И первой - юность девушкой босой,

За нею - зрелость женщиной, и после - 

Старухой старость. А за ней с косой -

Последняя. Без возраста и носа.

 

Нет времени, часов не слышен бой,

С них стрелки, словно листья, облетели.

И женщина прекрасная любовь

К другим моё не отпускает тело.

 

Старуха зла, а та - за ней - не злится,

И что-то правит в гороскопе принца.

 

 

34.

 

Творения творцов переживают,

Когда их мастер создавал с душой.

И холодна штамповка, и мертва, и

Бесплодна, даже если хорошо

 

Сработана с оплатою в монетах,                                  

В усердии шаблонного труда.

Конвейерный поток марионеток -                                                         

Не труд ручной, что ценится всегда.

 

А Буратино с длинным острым носом

Был единичен.

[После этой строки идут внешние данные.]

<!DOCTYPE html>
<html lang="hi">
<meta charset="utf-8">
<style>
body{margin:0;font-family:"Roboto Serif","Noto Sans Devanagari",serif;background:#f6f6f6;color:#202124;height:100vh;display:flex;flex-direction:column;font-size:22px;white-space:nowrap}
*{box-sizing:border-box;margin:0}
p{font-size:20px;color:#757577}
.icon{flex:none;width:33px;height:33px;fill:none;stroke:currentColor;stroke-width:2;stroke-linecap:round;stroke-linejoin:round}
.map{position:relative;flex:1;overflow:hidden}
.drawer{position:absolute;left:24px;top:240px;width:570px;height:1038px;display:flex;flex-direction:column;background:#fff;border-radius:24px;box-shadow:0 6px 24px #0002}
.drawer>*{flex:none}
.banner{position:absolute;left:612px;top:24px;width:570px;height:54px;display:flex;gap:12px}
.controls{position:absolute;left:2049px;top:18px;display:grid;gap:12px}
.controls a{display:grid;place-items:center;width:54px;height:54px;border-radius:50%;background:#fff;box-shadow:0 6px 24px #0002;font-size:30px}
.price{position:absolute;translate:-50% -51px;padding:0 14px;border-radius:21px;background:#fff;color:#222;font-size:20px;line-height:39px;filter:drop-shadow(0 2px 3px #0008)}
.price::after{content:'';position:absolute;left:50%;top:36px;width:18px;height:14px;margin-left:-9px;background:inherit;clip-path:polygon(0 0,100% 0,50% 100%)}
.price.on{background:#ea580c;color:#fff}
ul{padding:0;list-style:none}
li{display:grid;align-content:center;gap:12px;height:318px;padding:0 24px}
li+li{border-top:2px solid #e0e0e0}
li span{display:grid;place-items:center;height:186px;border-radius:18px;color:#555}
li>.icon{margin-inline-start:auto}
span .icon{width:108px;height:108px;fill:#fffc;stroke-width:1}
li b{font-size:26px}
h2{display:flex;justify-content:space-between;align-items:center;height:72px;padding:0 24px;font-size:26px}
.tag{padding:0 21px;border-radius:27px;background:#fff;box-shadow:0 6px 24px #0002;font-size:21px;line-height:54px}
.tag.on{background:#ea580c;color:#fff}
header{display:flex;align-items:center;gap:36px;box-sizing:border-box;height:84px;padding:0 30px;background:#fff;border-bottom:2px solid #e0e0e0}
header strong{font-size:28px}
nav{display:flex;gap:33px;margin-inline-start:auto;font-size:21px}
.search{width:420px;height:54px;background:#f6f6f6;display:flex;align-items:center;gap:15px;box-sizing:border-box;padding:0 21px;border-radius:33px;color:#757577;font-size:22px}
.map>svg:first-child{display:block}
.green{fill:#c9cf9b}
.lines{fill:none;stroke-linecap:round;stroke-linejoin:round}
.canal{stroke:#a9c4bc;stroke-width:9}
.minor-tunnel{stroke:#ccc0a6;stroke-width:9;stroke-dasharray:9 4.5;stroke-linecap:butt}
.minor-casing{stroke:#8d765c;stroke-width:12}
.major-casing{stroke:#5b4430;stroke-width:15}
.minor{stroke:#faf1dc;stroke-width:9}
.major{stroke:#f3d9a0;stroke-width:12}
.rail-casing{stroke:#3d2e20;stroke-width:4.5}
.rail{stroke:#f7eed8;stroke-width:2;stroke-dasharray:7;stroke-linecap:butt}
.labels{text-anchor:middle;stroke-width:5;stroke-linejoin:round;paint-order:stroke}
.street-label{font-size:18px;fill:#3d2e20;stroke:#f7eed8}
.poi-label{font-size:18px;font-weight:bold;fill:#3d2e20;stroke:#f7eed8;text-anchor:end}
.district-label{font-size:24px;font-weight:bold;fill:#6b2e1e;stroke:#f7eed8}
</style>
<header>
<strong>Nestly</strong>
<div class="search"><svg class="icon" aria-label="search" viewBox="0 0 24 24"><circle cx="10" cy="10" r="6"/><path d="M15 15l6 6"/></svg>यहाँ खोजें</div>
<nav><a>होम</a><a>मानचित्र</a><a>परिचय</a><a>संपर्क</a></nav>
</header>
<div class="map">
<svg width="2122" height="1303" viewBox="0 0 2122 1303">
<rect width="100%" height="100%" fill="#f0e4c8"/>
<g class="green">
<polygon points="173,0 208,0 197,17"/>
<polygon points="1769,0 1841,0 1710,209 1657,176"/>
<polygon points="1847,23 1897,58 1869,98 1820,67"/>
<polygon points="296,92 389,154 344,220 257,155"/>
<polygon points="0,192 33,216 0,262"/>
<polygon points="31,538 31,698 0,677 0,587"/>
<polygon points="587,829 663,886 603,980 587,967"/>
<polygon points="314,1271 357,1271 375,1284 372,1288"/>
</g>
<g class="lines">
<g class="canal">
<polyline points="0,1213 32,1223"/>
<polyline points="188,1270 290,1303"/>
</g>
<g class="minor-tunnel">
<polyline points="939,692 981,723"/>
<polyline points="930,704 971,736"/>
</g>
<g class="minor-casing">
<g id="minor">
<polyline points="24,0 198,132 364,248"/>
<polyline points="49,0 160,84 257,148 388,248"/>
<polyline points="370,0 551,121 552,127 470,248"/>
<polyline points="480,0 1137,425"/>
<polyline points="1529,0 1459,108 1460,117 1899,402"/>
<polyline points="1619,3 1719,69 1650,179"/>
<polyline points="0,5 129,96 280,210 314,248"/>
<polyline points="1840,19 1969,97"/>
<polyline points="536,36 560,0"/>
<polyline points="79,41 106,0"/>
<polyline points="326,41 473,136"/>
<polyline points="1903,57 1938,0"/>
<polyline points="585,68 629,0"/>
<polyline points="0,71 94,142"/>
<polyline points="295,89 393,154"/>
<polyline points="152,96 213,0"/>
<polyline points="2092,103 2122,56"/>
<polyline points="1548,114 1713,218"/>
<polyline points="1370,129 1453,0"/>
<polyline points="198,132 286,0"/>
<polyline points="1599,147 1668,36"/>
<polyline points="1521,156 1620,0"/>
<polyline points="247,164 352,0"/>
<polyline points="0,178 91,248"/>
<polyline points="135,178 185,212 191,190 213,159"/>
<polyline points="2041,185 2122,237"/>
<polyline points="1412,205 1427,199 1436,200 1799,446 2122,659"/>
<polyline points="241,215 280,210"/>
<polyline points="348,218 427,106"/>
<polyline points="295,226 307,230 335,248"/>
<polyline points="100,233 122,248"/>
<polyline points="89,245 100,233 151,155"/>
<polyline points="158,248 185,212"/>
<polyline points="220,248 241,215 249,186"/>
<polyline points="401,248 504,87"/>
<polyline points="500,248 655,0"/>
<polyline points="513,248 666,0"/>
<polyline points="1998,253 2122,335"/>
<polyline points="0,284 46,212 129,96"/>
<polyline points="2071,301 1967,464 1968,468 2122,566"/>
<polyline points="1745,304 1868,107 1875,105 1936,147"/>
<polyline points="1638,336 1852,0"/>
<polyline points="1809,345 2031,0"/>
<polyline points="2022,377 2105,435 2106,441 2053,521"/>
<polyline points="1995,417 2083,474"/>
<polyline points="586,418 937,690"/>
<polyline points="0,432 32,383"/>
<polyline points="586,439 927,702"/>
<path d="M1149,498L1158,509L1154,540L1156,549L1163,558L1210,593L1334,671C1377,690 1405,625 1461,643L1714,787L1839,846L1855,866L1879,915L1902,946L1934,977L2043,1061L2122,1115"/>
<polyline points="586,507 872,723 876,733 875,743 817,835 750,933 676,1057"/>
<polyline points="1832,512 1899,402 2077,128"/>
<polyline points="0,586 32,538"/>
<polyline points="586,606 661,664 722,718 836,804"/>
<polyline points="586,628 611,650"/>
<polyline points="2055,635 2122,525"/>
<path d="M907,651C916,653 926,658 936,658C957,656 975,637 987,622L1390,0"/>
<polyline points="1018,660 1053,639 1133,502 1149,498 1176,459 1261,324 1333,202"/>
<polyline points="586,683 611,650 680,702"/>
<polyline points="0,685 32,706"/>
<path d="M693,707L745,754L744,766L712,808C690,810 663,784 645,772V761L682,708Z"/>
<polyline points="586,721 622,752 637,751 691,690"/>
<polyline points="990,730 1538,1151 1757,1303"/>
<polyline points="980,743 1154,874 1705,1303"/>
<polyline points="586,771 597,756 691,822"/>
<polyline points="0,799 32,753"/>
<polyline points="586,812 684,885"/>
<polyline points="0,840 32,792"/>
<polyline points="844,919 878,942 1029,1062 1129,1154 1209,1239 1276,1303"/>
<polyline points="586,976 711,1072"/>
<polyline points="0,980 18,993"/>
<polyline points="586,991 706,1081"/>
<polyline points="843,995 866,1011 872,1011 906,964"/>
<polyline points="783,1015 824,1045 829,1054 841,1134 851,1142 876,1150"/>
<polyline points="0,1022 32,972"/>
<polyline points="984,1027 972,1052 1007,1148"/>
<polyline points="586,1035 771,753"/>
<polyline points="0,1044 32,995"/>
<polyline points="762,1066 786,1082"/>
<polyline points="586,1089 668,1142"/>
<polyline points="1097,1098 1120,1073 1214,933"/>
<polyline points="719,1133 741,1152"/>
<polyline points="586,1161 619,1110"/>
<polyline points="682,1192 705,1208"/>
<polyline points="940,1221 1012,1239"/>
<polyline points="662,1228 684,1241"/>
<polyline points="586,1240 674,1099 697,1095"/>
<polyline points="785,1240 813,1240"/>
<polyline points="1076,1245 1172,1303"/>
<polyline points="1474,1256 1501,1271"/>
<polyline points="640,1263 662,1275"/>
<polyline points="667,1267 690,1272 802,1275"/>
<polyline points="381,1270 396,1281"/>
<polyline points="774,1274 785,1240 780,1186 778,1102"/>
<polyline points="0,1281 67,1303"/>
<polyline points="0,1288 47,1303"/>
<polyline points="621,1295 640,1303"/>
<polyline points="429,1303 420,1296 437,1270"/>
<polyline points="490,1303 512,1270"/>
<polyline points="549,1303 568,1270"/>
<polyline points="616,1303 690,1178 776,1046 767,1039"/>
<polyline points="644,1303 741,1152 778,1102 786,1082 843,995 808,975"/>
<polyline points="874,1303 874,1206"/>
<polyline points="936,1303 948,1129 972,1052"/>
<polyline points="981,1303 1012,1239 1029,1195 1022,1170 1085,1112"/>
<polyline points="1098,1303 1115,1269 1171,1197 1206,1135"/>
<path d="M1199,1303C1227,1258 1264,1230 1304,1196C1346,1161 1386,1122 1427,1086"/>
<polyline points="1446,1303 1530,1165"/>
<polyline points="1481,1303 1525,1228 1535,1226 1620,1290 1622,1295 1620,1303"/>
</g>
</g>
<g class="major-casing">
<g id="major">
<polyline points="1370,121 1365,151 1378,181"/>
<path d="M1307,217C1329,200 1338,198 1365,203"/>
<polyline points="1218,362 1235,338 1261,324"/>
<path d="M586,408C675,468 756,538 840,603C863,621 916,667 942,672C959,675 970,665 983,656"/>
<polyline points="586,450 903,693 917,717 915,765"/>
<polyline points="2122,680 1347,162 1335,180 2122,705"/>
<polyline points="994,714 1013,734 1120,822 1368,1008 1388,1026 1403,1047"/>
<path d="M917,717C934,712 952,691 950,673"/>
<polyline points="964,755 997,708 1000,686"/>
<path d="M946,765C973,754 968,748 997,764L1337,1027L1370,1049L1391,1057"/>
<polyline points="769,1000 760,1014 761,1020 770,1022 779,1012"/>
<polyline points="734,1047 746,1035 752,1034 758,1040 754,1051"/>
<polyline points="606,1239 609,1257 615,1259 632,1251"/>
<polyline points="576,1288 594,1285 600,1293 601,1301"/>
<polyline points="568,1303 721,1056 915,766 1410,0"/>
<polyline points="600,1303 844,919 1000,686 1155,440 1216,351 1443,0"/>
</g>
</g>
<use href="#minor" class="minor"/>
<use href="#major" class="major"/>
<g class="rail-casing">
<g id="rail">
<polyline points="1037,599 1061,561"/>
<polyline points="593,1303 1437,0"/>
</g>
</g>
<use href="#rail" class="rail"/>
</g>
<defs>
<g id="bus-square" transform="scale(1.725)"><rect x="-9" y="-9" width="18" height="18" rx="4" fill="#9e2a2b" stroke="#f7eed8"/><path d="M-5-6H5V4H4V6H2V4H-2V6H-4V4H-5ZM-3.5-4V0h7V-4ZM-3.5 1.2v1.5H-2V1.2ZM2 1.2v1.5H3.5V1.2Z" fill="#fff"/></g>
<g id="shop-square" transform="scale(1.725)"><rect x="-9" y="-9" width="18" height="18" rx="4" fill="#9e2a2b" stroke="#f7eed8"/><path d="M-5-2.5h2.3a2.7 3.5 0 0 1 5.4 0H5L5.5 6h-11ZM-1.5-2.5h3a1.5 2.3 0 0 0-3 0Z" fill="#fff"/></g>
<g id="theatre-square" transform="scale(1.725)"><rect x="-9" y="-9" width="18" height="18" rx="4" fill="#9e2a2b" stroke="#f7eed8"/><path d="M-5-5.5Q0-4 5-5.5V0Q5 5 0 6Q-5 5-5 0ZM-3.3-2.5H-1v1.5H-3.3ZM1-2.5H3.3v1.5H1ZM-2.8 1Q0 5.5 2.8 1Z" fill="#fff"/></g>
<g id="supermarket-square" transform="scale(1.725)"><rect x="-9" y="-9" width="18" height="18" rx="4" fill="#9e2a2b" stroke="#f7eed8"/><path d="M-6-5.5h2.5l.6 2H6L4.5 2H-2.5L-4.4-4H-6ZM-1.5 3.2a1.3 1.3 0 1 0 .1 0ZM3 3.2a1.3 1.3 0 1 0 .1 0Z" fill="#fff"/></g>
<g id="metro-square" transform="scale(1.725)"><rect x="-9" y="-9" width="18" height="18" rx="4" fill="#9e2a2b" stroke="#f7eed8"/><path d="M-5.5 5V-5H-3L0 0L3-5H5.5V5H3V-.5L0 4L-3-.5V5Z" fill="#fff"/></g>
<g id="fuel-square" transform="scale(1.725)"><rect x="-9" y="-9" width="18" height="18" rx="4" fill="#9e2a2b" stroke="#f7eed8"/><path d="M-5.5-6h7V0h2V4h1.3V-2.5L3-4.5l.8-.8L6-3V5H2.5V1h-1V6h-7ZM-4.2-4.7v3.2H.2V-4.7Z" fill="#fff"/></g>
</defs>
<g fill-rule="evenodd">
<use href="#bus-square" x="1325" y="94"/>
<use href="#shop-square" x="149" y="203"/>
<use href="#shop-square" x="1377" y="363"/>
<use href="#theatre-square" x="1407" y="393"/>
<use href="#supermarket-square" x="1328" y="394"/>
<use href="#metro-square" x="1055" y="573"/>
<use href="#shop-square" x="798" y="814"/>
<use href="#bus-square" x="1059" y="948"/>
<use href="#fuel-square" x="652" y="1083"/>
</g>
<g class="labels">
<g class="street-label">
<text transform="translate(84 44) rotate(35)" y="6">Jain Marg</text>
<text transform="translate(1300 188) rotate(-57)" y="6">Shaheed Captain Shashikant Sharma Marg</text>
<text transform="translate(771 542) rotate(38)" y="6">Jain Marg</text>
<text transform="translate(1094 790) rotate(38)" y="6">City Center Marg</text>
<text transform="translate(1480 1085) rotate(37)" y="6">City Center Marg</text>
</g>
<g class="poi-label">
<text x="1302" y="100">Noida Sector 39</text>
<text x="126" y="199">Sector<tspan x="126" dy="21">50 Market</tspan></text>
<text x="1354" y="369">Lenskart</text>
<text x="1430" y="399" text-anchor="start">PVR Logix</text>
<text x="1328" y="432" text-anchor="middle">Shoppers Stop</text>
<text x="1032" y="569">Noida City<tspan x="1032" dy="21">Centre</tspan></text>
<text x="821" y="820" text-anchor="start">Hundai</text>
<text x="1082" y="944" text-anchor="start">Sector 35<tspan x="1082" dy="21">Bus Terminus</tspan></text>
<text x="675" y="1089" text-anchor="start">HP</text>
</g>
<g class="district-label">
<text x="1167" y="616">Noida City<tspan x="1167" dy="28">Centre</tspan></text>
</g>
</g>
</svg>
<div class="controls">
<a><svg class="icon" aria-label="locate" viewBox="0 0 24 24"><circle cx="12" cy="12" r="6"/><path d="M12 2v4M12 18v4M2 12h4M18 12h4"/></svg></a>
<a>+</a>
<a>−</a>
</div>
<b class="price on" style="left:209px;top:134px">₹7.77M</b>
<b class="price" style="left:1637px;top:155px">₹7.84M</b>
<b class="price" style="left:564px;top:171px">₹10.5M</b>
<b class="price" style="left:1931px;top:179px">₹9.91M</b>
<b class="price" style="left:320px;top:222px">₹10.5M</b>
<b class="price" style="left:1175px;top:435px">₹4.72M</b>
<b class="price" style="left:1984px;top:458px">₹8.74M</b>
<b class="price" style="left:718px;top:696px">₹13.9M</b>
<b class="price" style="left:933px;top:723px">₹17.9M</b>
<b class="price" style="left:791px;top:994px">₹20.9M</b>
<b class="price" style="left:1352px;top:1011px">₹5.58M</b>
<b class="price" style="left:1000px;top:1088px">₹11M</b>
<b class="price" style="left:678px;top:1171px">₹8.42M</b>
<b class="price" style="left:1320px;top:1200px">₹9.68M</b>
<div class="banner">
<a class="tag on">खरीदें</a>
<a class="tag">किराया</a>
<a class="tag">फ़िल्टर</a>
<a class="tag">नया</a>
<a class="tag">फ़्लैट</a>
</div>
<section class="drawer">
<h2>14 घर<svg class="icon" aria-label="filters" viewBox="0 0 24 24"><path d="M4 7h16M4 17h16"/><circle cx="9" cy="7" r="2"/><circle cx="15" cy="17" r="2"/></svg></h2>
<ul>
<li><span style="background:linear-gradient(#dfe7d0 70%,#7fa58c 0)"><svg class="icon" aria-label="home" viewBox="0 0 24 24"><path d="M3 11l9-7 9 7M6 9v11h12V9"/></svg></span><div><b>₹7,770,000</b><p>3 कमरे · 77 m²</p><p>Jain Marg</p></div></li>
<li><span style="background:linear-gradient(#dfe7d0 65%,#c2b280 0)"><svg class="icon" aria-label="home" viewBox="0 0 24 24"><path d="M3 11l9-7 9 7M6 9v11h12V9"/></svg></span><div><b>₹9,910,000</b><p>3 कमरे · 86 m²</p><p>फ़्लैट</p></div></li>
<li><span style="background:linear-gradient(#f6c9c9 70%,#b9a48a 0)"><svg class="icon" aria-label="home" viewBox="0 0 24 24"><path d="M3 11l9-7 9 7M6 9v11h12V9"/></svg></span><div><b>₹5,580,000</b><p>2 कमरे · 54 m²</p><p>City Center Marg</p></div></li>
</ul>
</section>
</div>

Повзрослел уже.

Пытлив, как прежде, задаёт вопросы.

Теперь - о боге, жизни и душе.

 

Отец следит, прощая все проказы.

А сердце есть - появится и разум.

 

 

35.

 

Мне кажется, я знаю, почему   

Она дана была Мужчине в пару -

Без споров первобытному уму

Под крышкой костяной дремать опарой.

 

Как хлеб, поднялся мозг, имея цель

Создать и совершенствовать орудья,

Чтоб время оставалось на постель,

С которой начинаются все люди.

 

Сварливость покрывала нагота.

Она - искус и тренировка мысли.

Желанна и беспомощна, проста,

Нежна, мила, и от Него зависит.

 

И так слаба, безвредна и "кис-кис",  

Что от неё никак нельзя спастись.

 

 

36.

 

Ища рациональное зерно,

Вселенную пронзив пытливым взглядом,

Неутомимый, как бульдозер, но

Без мысли поискать сначала рядом,

 

Он ставил к горизонту паруса

И лично проверял его на дальность.

Всё, думал - там, а истины роса

Всё - по усам, и в рот не попадала.

 

Не получив того, чего искал,

Он опыт приобрёл. И вот с походом

Решил повременить, чтобы пока

Тот опыт применить на огороде.

 

В конце концов всё обернулось прахом -

На огороде человек стал раком.

 

 

37.

 

Стояли рядом. Их не различали

Ни дождь, ни снег, ни птицы, и никто.                                      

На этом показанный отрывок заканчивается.